As Judd Gregg, McConnell’s former ally in the Senate, sees it, McConnell’s handling of the shutdown episode exposed his caucus’s archconservatives, such as Texas’s Ted Cruz, for the self-aggrandizing extremists they were, without requiring a confrontation by McConnell (DeMint himself had already departed for a high-paying job running the Heritage Foundation, which, awkwardly enough, was also where Elaine Chao was now installed). “He handled it in true Mitch style—give them enough rope so they self-destruct,” Gregg says, embarking on a mixed-metaphor riff. “Mitch gave them the running room to do what they needed to do. It’s Mitch’s management style—he lets the cards play out until he plays his cards and then he wins. . . . It would’ve been whistling in the wind to step in at an earlier point.”
Perhaps so—but McConnell’s “win” had come at a major cost, not least what economists estimated was the shutdown’s $24 billion setback for the national economy. It’s not hard to imagine another approach by McConnell in handling his caucus’s right wing, says Merkley, the Oregon Democrat: “There was no apparent effort by senior leaders . . . to convey the destructive nature of this paralysis . . . to pull in members who had come here with ‘Government is the enemy and we’re going to melt down the Senate as part of hatred of the government,’ ” he says. “It would have taken senior members to say, ‘That doesn’t work here. We are here with a constitutional responsibility and we have an obligation to address the issues and are not going to tolerate folks unilaterally melting this place down.’ ”
Far from it. Post-shutdown, McConnell showed no sign of a break in approach. In what Reid called a “breach of faith” with an informal earlier agreement to let more nominations through, McConnell led his caucus to block three of Obama’s nominees for the influential D.C. Circuit Court of Appeals, to keep the president from tilting the court’s ideological direction, just as he had led a filibuster of Obama’s nominee to lead the new Consumer Finance Protection Bureau to keep that agency, a creation of the financial-reform law, from functioning.
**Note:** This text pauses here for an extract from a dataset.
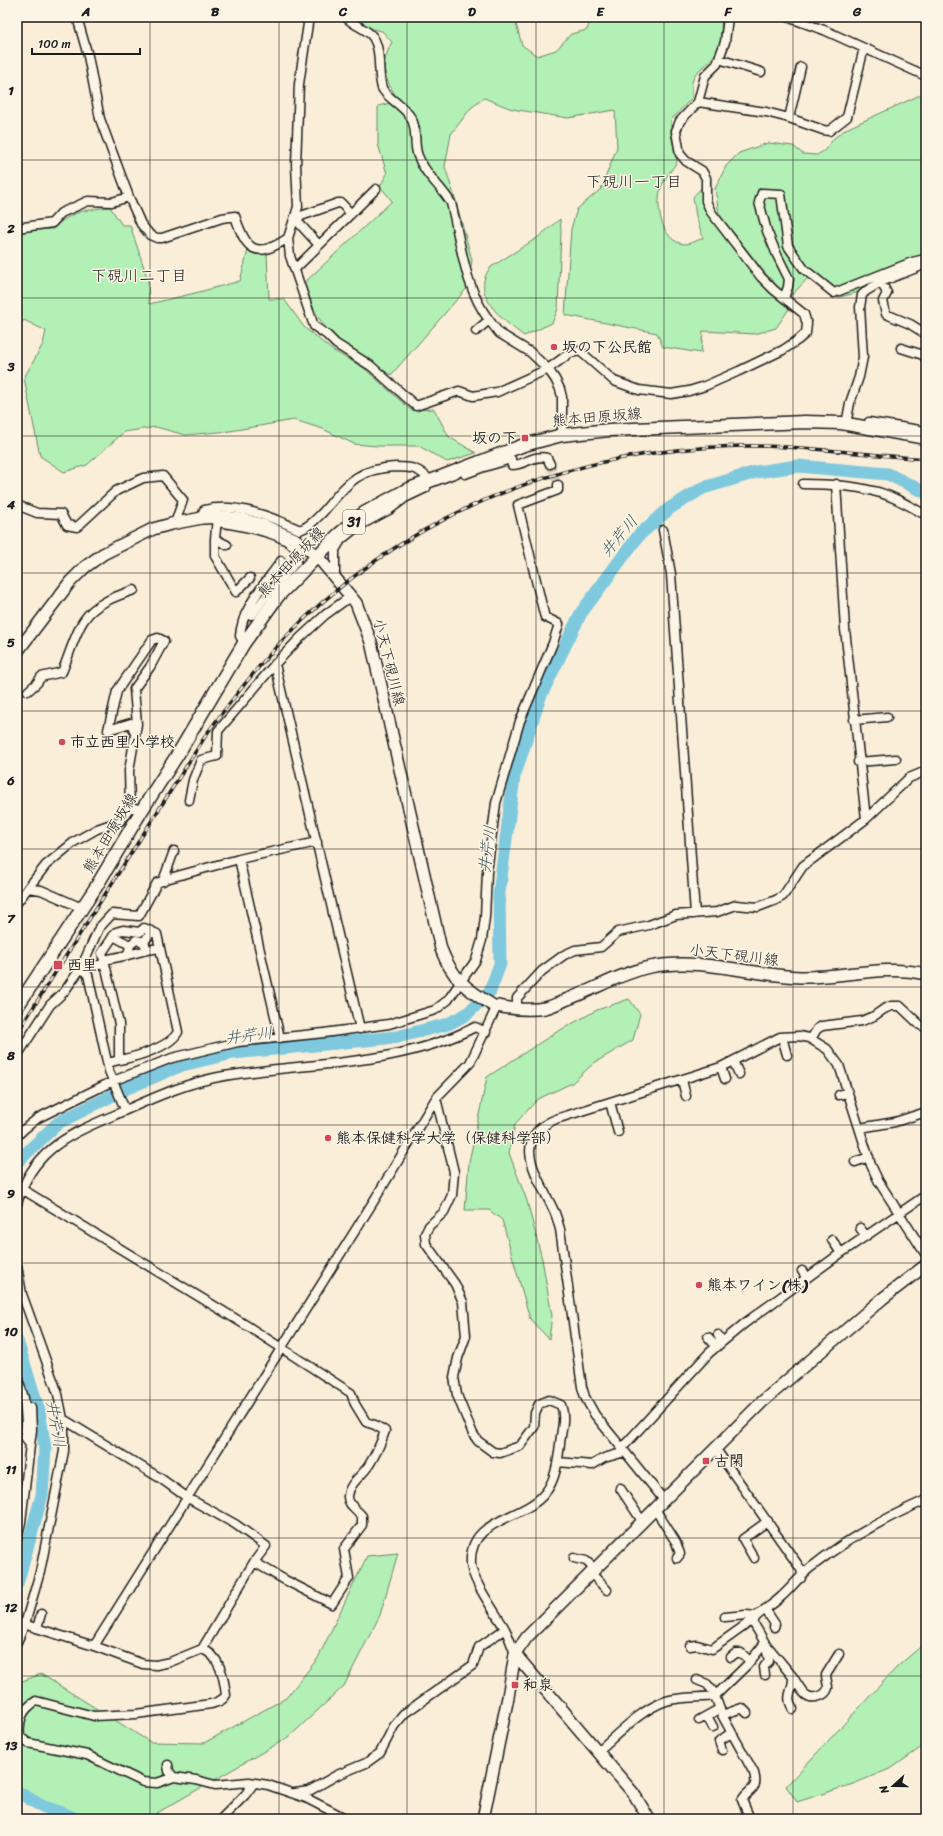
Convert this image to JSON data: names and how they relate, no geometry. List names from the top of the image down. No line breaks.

As always, McConnell and his closest allies in the Senate argued that these tactics were only ripostes to Reid’s domineering ways, notably his limitation on Republicans’ ability to offer amendments on bills. Democrats, of course, countered that it was the Republicans’ predilection since 2007 for troublemaking amendments and for the filibuster that had forced Reid’s hand. “It’s a question of chicken and the egg, and to me it’s abundantly clear what came first. What came first is Republicans using the filibuster,” says Conrad, the former senator from North Dakota. Norman Ornstein, the congressional scholar at the American Enterprise Institute, says there is simply no question who had done the most to explode long-standing norms. Under McConnell, he says, Republicans had regularly used filibusters on motions to proceed, not just on legislation, and had insisted, after a successful sixty-person vote for cloture, to use the full thirty hours allotted for debate—not to actually debate, but simply to chew up time. Yes, Reid was limiting amendments, but even that rationale for obstructionism fell away when it came to using the filibuster and “blue slips” to block lower-level administration nominees and federal judges. “The use of the filibuster to deny the president his team, or to block judges when there were no real quibbles about qualifications or ideology, is a major breach of Senate norms, and Mitch McConnell is responsible,” Ornstein wrote in 2014.
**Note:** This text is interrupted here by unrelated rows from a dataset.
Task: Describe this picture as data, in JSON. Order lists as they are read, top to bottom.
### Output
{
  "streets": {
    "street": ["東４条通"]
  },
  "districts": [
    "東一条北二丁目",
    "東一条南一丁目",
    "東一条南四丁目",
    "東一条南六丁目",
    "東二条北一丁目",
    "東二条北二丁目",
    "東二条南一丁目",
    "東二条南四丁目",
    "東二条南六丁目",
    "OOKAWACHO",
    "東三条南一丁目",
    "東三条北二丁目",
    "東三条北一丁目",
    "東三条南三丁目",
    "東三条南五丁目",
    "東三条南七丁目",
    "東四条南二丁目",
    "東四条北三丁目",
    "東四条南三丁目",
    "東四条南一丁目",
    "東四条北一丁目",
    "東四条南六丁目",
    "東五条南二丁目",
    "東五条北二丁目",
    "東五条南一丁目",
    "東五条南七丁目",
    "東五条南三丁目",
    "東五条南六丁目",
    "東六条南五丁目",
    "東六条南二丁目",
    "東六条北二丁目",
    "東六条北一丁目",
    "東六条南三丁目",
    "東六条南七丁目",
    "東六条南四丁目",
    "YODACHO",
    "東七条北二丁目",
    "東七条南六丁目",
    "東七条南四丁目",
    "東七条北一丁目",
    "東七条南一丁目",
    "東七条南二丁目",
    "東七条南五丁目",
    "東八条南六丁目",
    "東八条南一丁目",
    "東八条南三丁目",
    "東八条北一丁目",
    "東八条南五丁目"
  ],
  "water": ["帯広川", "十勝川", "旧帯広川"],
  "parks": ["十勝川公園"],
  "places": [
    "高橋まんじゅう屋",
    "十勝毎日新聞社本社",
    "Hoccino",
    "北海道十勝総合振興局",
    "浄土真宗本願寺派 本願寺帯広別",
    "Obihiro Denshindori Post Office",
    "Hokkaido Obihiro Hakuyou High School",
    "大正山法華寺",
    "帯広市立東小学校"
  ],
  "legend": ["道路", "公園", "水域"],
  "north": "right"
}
Some Republicans seemed to agree: When Merkley tried in late 2012 to coax some Republicans into a deal to limit filibusters, he says the response from several was: “The ideas you’re putting forward are reasonable, but there’s no way I can be out there . . . out of sync with McConnell and his agenda of paralyzing this place.” When McConnell told his fellow Republicans in a closed-door meeting in July 2013 that he could’ve done better than the deal they negotiated without him to approve some of Obama’s nominations, an exasperated Bob Corker, the Tennessee senator, called “bullshit” loud enough for the room to hear, reported Roll Call. Ira Shapiro, a former Senate staffer, Clinton administration trade official, and author of a history of the Senate, argued in a May 2014 opinion piece that the Senate would be functioning better with just about any other Republican in McConnell’s place. “Virtually every serious observer thinks that the Senate would be a far different place if the Republicans were led by someone else, such as Lamar Alexander, Rob Portman, Susan Collins or Bob Corker,” Shapiro wrote.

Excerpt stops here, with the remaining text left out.